Woodlands, 62 km. It's been hard to find a middle chainring. I'd placed an order with a bicycle shop (#0). "We'll let you know when it comes." Days pass, silence. I call and am told. "Not yet, I'll let you know when it's here." Days pass, silence. I call again. "No stock," is the answer. Two weeks have passed since I placed the order. I cancel it.
Today, I resolve to find a shop which has the ring. Shop #1 has big ring and tells me to go shop R. Shop #2 has an XT middle ring but dares not install it; my crank is several years older than the ring. Change the crankset, I'm told. Shop #3 offers to order from the distributor. I reply the answer is "no stock". He says that may be a polite way of saying "don't want your business," and asks me to call him a few days later. Shop #4 (R) is closed. I go to Shop #5, which is closed. I'm just a few minutes past closing time.

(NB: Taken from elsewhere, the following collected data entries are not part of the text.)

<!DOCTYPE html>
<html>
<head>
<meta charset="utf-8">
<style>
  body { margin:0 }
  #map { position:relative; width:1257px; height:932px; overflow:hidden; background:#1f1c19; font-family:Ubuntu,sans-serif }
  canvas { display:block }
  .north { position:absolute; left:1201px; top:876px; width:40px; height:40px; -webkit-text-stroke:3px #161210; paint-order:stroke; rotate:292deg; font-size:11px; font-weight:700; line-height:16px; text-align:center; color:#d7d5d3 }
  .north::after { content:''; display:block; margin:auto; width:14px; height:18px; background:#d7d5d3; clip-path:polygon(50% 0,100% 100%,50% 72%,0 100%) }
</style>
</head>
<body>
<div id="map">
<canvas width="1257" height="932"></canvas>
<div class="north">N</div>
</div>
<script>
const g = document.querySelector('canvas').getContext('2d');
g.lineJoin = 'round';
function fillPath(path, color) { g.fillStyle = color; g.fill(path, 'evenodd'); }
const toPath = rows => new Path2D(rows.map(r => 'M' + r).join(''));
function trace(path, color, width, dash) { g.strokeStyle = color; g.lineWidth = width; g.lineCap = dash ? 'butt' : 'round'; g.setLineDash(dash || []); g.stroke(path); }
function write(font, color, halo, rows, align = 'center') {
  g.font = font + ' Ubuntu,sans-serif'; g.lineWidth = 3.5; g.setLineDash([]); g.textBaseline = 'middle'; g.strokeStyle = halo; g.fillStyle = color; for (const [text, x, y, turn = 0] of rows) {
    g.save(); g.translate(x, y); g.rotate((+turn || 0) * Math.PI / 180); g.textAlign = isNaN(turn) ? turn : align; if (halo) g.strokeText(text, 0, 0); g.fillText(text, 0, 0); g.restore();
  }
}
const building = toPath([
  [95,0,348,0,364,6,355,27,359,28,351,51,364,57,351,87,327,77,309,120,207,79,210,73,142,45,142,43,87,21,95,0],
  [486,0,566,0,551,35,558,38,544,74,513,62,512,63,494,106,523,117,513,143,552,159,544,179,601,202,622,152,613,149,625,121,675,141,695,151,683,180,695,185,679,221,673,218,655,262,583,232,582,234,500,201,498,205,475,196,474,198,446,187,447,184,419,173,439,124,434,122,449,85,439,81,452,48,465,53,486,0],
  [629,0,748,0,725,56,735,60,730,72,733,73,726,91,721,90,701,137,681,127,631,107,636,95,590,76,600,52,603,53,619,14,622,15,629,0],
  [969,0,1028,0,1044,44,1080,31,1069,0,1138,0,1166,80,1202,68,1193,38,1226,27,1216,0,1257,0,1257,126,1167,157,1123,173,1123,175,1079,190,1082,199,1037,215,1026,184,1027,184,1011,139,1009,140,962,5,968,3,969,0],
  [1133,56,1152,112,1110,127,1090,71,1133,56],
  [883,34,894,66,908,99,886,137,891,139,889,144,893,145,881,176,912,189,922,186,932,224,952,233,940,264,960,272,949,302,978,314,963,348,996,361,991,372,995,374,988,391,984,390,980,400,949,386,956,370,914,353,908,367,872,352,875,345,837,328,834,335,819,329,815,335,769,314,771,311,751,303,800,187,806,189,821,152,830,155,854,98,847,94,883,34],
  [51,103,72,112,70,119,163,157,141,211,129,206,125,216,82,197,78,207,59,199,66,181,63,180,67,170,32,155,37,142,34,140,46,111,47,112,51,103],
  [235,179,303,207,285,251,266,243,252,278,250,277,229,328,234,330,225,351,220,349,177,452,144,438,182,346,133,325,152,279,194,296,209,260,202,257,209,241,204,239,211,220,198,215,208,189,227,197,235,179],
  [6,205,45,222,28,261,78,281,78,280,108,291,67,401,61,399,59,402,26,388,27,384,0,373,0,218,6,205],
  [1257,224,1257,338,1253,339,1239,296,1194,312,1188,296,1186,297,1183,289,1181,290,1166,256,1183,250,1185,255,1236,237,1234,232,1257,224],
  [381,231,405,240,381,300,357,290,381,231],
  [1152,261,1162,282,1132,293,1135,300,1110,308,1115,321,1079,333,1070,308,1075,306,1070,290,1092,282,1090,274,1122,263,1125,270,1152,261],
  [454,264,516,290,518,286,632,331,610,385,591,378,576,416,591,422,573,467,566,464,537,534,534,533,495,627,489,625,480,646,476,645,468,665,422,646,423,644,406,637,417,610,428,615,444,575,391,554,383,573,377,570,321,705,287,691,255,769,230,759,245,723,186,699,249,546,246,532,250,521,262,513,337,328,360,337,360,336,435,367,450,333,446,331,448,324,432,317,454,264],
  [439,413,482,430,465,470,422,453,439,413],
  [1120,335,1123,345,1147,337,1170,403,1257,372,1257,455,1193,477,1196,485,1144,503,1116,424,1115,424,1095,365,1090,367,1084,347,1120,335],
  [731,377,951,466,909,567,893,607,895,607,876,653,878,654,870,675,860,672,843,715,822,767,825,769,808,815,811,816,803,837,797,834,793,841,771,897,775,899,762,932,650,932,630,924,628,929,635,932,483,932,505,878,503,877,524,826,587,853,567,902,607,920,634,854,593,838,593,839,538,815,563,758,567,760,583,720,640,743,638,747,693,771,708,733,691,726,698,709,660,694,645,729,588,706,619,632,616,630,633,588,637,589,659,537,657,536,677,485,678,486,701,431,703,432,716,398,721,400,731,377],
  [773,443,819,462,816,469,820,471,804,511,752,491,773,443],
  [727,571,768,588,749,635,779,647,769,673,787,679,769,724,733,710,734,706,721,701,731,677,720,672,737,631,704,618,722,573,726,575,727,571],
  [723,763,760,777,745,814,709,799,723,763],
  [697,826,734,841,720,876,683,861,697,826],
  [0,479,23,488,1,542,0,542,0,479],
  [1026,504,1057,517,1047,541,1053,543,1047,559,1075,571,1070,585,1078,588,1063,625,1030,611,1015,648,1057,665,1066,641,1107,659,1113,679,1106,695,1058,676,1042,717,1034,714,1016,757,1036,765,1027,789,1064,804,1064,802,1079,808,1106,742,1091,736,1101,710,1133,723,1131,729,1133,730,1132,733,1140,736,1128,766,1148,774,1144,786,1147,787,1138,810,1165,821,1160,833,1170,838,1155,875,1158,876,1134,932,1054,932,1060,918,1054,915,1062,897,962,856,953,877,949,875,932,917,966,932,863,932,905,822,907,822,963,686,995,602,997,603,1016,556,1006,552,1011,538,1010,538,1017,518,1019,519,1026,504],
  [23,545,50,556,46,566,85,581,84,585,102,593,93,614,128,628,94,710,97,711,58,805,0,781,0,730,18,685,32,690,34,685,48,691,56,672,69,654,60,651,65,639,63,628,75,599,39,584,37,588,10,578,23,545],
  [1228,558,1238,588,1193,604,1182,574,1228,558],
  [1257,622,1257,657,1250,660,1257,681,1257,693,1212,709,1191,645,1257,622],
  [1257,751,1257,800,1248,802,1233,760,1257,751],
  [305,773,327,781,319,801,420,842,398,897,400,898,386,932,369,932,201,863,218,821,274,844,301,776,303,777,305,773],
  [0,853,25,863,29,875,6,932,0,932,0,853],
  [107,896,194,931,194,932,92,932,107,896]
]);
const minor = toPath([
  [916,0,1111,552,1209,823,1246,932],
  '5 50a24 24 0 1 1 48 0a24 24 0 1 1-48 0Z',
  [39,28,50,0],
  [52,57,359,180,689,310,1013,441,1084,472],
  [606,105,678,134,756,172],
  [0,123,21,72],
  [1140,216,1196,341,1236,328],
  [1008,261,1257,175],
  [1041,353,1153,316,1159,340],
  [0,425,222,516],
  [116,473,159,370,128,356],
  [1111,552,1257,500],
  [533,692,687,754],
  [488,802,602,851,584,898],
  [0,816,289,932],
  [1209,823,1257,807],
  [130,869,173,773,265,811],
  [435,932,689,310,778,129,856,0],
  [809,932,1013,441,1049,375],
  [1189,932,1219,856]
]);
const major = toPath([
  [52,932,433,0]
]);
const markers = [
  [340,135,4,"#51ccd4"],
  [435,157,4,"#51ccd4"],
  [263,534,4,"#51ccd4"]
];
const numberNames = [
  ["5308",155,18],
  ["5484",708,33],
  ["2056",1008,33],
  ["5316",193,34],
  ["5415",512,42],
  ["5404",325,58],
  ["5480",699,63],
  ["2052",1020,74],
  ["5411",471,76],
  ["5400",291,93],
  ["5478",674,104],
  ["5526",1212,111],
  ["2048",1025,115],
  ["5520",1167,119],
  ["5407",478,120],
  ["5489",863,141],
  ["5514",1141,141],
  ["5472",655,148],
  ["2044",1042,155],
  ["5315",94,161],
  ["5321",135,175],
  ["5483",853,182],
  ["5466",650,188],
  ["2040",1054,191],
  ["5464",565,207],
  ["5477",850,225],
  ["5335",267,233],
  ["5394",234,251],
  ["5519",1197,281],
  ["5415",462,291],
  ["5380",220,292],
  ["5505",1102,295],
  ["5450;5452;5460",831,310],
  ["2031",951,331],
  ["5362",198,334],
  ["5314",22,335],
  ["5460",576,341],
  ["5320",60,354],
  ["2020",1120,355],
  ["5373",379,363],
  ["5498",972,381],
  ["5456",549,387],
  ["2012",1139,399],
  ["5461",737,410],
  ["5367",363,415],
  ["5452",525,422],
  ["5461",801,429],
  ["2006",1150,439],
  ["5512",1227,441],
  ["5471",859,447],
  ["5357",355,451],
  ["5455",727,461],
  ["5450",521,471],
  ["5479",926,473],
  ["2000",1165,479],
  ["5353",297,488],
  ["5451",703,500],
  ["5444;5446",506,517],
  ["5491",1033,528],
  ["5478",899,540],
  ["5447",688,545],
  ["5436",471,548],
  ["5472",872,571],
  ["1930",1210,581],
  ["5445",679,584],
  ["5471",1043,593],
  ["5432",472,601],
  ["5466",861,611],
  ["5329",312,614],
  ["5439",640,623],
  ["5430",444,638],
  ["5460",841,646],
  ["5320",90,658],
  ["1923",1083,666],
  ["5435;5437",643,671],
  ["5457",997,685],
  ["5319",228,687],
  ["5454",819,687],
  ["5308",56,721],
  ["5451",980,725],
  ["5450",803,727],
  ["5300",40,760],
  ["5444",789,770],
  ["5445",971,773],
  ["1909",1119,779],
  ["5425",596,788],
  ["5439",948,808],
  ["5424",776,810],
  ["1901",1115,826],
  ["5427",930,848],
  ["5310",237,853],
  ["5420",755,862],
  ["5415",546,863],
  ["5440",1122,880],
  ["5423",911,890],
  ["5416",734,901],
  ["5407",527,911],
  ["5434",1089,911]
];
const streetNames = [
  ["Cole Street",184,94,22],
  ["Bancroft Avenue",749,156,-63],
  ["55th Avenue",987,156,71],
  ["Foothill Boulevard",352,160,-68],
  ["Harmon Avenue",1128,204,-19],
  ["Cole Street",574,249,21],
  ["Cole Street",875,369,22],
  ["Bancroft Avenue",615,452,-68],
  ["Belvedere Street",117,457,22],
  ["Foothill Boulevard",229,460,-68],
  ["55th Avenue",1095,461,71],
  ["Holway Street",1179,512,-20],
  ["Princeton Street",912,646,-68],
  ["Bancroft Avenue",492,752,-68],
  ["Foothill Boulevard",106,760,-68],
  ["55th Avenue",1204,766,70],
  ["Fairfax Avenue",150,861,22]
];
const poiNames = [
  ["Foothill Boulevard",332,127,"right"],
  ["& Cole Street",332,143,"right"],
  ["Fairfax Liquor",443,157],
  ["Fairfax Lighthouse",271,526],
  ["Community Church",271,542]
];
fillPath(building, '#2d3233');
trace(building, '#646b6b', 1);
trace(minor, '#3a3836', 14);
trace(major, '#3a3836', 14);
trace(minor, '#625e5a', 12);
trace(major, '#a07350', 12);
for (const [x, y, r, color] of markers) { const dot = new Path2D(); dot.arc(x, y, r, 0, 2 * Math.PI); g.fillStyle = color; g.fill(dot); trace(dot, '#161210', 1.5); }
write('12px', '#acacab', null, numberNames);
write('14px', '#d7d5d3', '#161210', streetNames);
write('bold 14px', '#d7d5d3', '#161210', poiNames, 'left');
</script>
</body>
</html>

A man at the door asks me what I want. I lift up my bicycle to show him the chain ring. He says he has a ring and names a price double what I expect. "At least an SLX," he says. He agrees to fix it on the spot, and reverses his shop-closing sequence. He has a basket full of chainrings! "Second hand?" I ask. He reads my mind and tells me it is a good price; he usually waives labour charge only when he sells entire components. He washes the ring and shows it to me. It looks shiny, new and similar to what I saw in Shop #2, ie, XT. I marvel at how the metal gleams and the tiny holes drilled in it to lower rotational mass.
I put the new ring through its paces. Super. Is it my imagination, or is the crank quieter and more effortless to pedal?
When part of something is broken, it doesn't mean all of it is junk. Don't give up even if several persons say it's hopeless. Look elsewhere for the answer. It's my crank, it's my life.